* [What you should do]:
Go through the data and retrieve each line that includes the string "family".

* [Material for this exercise]:
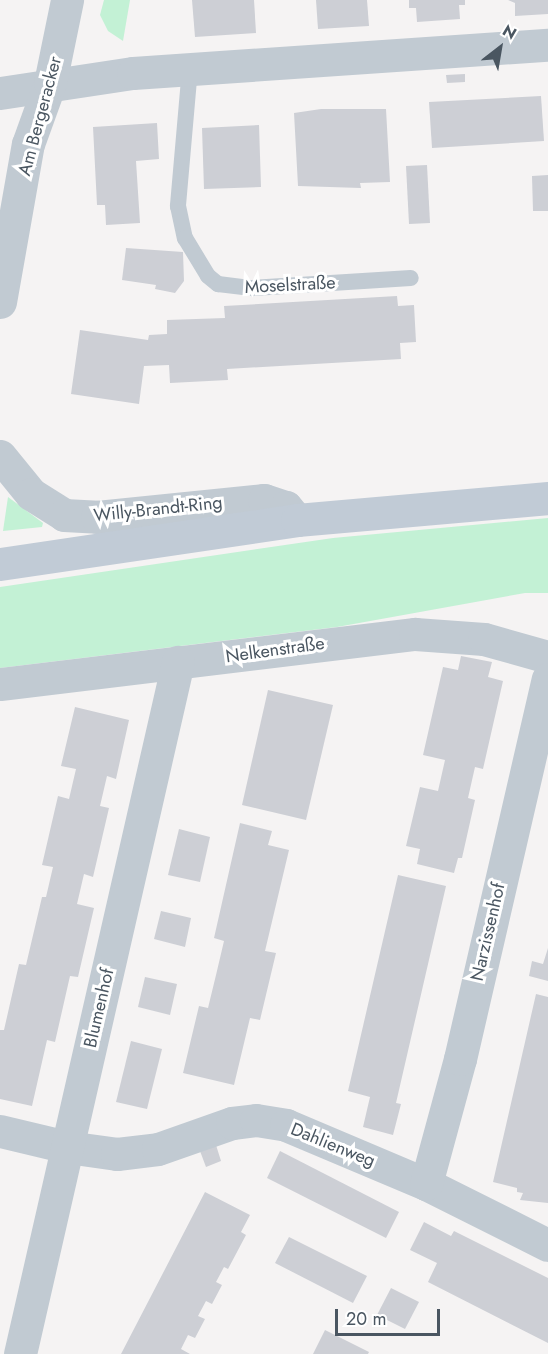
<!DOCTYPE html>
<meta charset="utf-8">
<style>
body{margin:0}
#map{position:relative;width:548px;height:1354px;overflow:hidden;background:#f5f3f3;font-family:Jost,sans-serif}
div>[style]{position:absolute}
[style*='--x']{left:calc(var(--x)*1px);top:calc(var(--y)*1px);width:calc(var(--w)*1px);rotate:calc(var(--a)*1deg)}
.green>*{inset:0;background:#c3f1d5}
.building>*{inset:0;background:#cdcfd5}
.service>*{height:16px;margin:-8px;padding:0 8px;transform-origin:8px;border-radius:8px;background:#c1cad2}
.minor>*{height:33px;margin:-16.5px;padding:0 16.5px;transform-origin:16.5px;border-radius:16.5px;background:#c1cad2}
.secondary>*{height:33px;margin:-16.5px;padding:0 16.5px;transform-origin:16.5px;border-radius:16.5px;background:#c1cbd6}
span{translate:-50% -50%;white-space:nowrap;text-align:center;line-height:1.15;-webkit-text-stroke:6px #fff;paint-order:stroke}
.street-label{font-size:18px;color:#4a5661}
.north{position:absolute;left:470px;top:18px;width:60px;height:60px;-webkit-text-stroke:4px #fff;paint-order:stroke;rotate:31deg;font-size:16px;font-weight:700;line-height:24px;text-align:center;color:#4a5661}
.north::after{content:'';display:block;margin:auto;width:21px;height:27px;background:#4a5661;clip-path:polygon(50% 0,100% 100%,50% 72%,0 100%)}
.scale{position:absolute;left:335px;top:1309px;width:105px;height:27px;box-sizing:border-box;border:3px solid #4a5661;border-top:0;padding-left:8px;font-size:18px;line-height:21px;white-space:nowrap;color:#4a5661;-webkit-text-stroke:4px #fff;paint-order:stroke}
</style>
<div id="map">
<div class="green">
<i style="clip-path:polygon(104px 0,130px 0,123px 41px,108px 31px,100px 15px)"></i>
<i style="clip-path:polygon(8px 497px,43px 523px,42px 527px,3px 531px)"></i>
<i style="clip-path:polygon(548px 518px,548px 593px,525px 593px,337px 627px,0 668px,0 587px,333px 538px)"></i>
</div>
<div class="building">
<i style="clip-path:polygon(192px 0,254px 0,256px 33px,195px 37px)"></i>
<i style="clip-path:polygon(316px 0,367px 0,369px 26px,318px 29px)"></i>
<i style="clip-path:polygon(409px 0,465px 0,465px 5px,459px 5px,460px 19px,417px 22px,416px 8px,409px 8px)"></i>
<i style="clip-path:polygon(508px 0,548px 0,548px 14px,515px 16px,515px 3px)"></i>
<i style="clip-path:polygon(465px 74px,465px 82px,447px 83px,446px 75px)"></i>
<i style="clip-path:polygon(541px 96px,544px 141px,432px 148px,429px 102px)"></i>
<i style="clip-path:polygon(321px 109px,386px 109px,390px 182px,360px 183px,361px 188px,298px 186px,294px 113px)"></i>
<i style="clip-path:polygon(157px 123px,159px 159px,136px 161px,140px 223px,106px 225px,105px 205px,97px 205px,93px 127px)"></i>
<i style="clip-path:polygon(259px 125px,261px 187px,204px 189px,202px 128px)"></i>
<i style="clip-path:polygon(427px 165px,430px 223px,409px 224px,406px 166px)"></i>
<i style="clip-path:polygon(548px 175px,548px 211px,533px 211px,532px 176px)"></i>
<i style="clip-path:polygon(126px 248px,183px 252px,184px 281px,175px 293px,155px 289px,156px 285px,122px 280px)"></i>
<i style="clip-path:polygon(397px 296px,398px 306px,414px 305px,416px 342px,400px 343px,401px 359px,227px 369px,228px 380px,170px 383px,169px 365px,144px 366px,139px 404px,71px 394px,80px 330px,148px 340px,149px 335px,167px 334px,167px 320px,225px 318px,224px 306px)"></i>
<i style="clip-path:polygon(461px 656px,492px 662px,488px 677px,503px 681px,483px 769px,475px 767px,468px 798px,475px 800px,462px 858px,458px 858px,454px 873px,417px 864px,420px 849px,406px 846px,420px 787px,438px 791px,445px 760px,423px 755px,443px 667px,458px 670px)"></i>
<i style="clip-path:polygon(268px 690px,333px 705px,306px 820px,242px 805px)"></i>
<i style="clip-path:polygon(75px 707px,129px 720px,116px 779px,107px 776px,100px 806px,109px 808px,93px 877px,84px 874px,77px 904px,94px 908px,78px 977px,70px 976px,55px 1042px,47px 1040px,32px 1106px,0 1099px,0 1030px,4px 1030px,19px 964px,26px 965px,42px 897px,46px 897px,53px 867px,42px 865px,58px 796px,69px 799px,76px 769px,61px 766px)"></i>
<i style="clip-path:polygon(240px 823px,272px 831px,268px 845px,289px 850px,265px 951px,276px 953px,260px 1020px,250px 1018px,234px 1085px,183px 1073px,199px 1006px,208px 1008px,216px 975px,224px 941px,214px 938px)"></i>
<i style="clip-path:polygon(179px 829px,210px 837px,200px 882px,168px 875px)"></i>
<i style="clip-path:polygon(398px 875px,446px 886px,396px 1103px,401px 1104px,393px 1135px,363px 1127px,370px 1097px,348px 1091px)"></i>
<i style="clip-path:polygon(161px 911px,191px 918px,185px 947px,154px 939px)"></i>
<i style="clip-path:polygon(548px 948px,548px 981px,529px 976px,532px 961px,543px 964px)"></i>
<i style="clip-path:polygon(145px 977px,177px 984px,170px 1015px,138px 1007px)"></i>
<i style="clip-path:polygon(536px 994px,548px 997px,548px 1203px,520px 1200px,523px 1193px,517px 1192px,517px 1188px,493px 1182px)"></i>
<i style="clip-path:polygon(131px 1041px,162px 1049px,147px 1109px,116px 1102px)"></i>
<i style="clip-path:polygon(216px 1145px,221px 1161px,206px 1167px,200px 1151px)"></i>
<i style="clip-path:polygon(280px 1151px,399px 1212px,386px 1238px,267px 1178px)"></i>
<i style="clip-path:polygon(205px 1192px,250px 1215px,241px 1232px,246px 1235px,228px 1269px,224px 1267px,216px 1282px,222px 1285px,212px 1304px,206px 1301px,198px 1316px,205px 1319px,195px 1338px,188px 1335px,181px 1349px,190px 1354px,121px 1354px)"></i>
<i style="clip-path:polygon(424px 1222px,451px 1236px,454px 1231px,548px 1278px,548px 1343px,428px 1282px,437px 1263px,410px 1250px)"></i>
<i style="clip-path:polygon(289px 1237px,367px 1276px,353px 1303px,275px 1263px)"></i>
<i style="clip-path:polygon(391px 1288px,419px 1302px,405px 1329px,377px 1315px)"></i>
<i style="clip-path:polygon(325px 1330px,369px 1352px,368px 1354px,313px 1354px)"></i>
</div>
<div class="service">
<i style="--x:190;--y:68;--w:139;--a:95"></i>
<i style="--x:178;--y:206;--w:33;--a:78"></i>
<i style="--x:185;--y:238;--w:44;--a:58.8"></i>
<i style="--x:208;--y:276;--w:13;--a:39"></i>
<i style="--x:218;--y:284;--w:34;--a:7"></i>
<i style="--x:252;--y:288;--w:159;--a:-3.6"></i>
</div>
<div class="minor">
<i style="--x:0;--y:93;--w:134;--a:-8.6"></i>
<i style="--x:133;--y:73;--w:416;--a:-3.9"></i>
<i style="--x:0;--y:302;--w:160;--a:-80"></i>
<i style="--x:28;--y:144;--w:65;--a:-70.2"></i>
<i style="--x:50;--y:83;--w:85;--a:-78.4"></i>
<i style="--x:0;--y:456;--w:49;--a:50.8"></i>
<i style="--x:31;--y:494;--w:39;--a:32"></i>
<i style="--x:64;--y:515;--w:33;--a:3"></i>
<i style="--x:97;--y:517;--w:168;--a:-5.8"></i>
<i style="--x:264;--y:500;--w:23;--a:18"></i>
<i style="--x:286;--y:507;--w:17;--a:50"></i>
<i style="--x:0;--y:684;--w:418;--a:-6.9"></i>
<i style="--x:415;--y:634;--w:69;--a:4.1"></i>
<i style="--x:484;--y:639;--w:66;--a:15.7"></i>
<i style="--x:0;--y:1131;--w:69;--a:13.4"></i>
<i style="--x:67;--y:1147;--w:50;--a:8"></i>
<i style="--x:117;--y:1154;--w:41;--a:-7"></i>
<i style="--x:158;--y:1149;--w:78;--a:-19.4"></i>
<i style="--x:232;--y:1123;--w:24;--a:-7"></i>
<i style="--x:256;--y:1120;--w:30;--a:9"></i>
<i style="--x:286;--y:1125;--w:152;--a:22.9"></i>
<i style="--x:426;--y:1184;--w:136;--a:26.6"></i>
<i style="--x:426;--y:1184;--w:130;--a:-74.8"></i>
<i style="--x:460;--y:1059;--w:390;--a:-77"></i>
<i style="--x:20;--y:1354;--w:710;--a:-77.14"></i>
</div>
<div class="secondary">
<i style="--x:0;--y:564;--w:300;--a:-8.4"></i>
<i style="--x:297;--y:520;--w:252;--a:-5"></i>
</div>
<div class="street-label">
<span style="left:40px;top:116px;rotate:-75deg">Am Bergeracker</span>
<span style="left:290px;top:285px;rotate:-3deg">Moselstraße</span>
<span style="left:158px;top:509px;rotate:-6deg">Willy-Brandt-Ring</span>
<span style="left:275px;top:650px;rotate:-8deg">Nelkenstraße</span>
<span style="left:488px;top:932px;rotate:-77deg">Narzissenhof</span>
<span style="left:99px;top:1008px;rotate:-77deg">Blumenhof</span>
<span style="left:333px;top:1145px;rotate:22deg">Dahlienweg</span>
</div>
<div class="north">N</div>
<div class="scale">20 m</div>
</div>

* * *

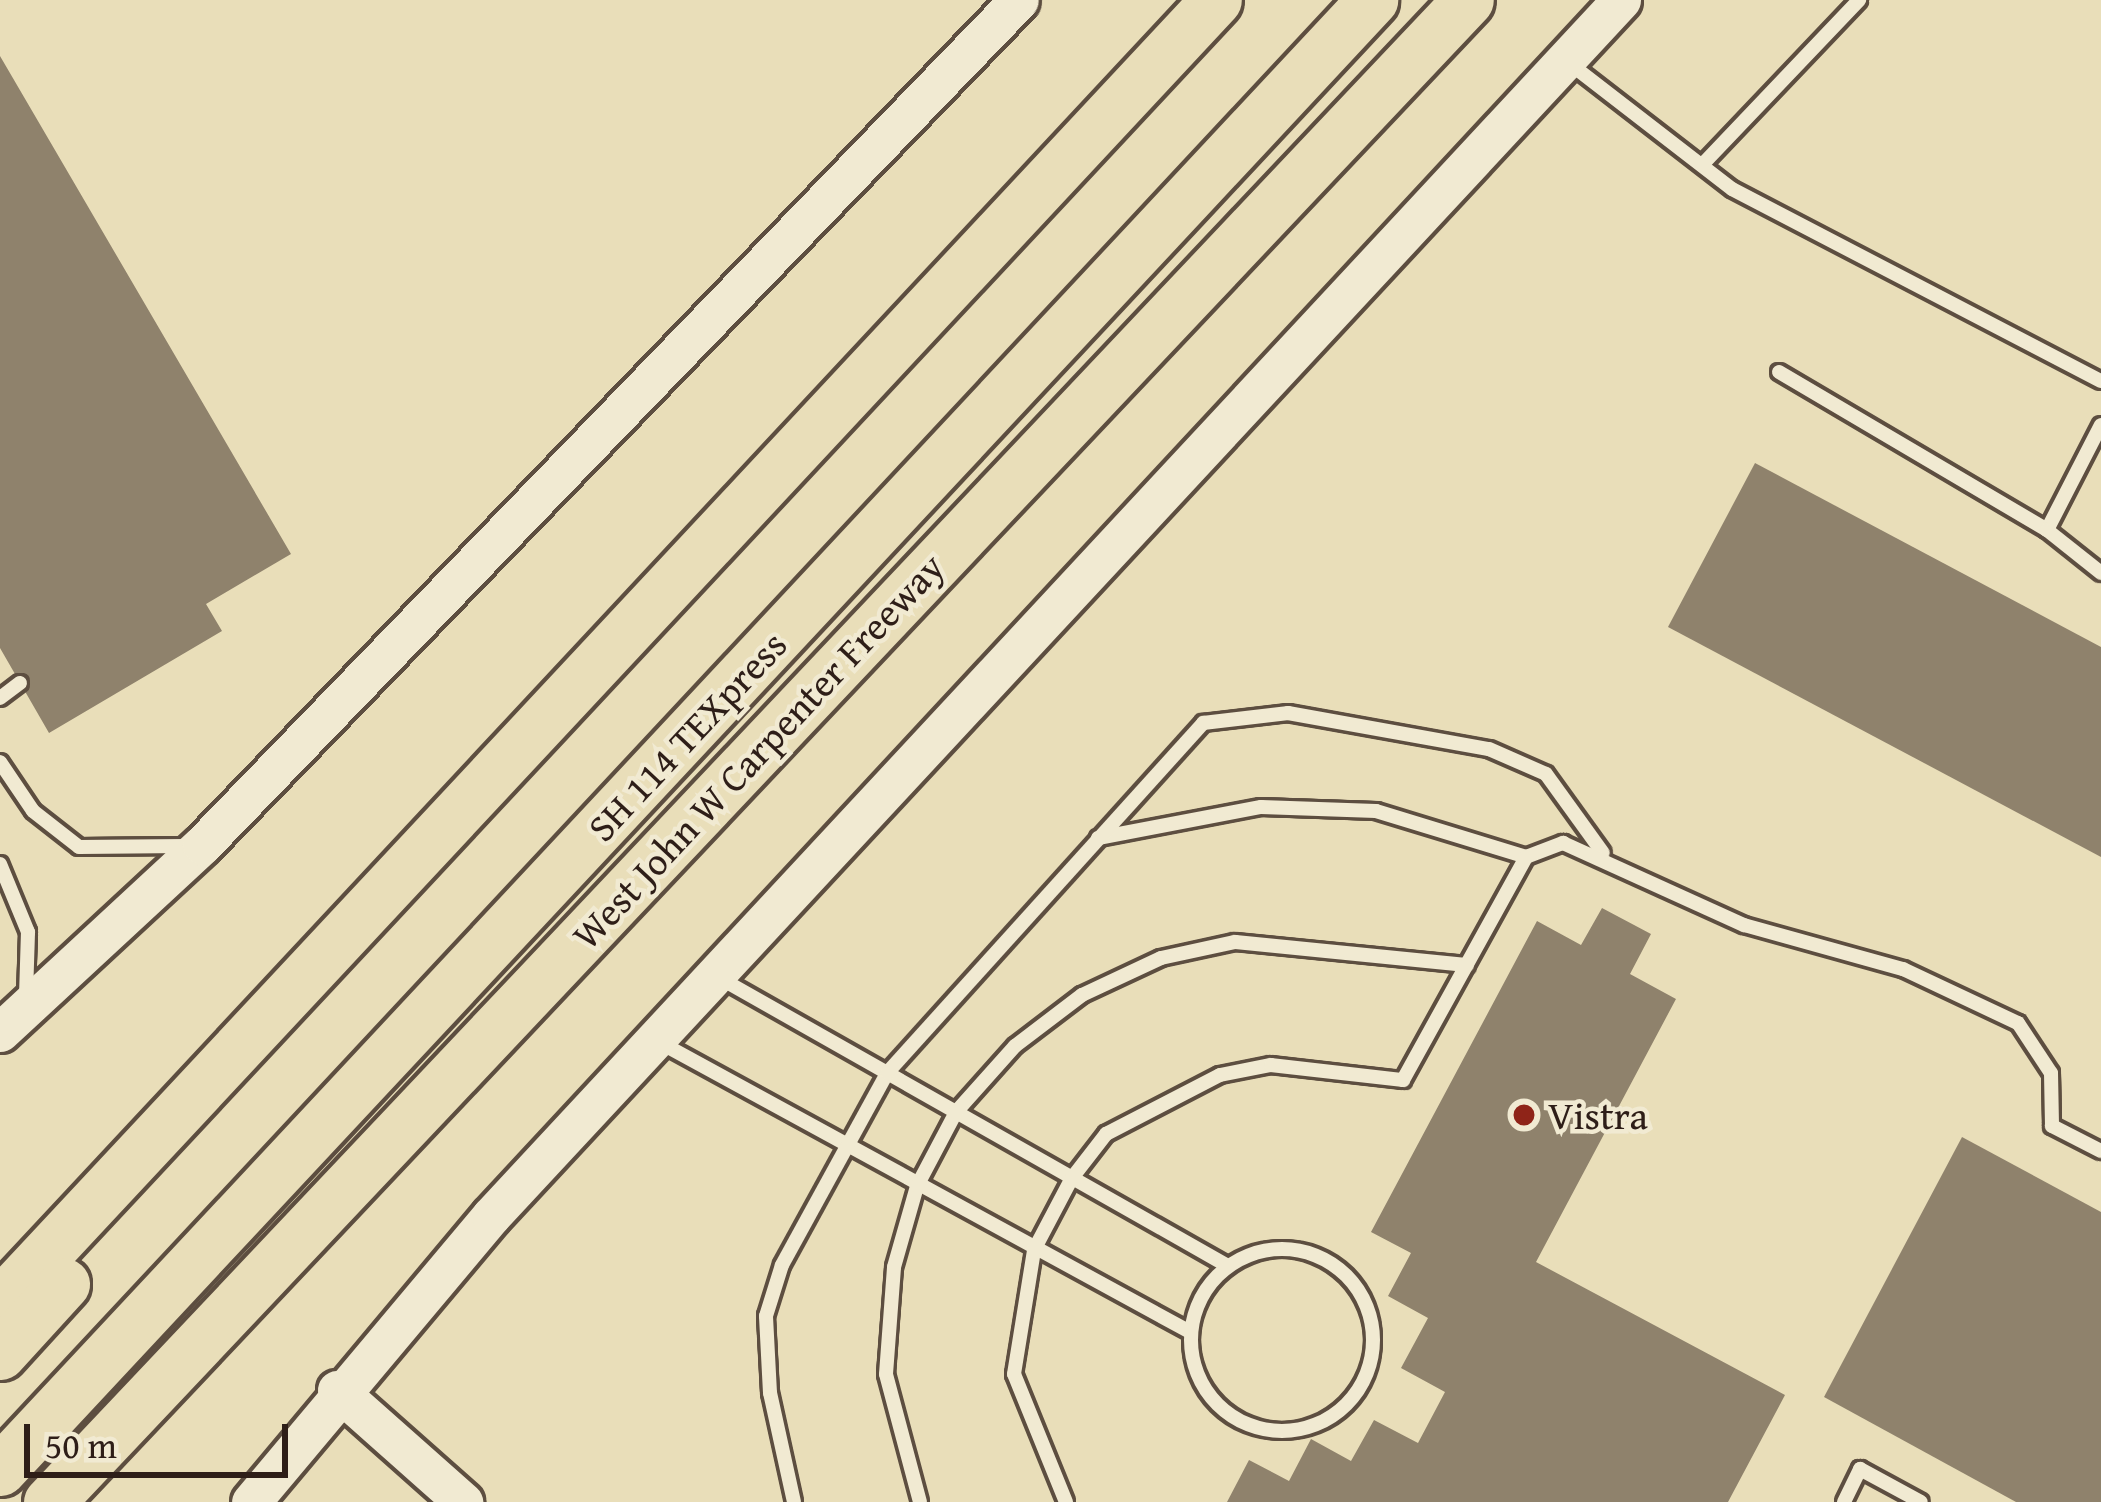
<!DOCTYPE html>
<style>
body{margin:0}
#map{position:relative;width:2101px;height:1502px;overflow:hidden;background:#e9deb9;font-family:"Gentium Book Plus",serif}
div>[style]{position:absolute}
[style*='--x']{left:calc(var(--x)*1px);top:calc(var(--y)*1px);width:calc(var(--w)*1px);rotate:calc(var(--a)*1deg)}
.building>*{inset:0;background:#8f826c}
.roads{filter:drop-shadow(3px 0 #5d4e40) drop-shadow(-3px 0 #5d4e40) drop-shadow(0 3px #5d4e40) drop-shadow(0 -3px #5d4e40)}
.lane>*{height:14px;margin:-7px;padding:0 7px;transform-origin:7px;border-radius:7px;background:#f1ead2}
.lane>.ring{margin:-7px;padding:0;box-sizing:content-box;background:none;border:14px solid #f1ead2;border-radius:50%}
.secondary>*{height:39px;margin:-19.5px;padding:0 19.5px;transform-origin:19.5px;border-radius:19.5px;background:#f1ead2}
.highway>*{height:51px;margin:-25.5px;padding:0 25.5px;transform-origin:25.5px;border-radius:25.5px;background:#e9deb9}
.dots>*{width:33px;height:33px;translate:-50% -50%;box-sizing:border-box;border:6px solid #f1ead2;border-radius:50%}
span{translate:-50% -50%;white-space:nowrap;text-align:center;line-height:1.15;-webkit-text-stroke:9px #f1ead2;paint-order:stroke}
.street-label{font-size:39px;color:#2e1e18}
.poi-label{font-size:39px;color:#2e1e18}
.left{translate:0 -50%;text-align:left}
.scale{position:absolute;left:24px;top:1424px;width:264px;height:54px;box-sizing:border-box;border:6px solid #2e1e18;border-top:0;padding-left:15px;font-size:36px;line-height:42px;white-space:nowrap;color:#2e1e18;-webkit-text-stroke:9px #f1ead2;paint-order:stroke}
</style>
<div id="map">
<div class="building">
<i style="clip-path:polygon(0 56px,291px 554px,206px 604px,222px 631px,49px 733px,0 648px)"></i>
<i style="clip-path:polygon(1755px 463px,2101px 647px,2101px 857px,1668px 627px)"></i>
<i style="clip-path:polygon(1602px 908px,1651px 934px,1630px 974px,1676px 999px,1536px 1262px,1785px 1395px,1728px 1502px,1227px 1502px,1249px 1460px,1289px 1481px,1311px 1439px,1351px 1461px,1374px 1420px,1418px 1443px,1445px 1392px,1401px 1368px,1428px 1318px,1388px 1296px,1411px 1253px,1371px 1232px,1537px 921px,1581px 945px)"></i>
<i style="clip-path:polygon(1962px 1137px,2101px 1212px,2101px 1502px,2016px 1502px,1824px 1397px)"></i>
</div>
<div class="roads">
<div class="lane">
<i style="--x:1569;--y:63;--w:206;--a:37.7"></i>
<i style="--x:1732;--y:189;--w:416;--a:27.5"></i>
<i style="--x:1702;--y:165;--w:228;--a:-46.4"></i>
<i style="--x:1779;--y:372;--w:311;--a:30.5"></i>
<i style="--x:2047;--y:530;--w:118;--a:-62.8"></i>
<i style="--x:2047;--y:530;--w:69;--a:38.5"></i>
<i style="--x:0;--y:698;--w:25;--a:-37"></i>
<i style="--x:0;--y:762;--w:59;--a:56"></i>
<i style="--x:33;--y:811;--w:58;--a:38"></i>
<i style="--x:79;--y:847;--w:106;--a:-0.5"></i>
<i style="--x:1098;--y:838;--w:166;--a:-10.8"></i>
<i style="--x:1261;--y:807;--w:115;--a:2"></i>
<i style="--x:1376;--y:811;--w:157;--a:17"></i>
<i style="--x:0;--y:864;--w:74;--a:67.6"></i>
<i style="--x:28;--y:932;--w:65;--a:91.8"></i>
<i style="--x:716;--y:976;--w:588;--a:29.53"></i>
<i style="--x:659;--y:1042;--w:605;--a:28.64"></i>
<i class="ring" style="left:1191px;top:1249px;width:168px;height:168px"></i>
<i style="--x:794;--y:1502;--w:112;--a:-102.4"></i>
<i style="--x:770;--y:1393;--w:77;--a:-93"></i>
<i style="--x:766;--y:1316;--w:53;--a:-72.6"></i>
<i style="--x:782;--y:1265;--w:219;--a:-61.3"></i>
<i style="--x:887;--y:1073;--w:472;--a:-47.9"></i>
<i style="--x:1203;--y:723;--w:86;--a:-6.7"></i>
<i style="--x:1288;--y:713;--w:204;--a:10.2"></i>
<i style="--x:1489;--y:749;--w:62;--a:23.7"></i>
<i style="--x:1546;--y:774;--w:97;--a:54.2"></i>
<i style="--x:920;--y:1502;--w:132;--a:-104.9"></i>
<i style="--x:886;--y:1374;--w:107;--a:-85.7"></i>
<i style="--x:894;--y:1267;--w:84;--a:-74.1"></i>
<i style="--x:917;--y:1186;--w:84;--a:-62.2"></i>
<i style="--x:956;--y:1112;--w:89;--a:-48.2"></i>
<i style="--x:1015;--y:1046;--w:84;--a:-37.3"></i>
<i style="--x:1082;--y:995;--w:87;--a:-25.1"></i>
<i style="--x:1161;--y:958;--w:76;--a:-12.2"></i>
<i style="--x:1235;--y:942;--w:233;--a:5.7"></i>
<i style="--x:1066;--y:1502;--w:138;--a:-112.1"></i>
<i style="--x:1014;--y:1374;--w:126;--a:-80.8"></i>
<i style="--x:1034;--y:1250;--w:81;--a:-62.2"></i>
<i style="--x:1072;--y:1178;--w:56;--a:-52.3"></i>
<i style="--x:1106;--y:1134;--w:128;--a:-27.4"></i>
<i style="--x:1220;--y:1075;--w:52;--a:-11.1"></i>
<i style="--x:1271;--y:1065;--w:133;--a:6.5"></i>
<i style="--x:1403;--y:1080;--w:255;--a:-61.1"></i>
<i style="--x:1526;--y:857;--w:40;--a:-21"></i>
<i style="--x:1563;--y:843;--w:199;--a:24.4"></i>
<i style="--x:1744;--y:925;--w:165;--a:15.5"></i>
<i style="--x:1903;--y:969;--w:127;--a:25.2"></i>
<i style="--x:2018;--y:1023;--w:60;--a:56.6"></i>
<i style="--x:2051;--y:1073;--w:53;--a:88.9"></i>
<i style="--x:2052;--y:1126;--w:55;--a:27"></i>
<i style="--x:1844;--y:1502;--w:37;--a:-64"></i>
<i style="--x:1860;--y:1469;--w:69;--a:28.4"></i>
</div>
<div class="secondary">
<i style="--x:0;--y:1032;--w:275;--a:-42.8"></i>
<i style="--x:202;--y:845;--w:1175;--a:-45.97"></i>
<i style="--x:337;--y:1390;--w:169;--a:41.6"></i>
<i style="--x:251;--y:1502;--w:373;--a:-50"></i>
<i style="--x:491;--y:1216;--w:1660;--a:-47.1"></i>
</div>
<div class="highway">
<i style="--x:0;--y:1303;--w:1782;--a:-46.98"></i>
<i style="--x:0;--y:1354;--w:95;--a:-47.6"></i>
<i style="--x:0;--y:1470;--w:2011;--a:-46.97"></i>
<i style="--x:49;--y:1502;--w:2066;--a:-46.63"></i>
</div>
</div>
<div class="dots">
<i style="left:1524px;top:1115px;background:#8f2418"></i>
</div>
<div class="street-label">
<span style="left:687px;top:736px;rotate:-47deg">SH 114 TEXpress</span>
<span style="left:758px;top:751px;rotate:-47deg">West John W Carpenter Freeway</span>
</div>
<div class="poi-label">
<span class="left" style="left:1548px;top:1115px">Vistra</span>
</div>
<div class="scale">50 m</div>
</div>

* [Final answer]:
#map{position:relative;width:548px;height:1354px;overflow:hidden;background:#f5f3f3;font-family:Jost,sans-serif}
#map{position:relative;width:2101px;height:1502px;overflow:hidden;background:#e9deb9;font-family:"Gentium Book Plus",serif}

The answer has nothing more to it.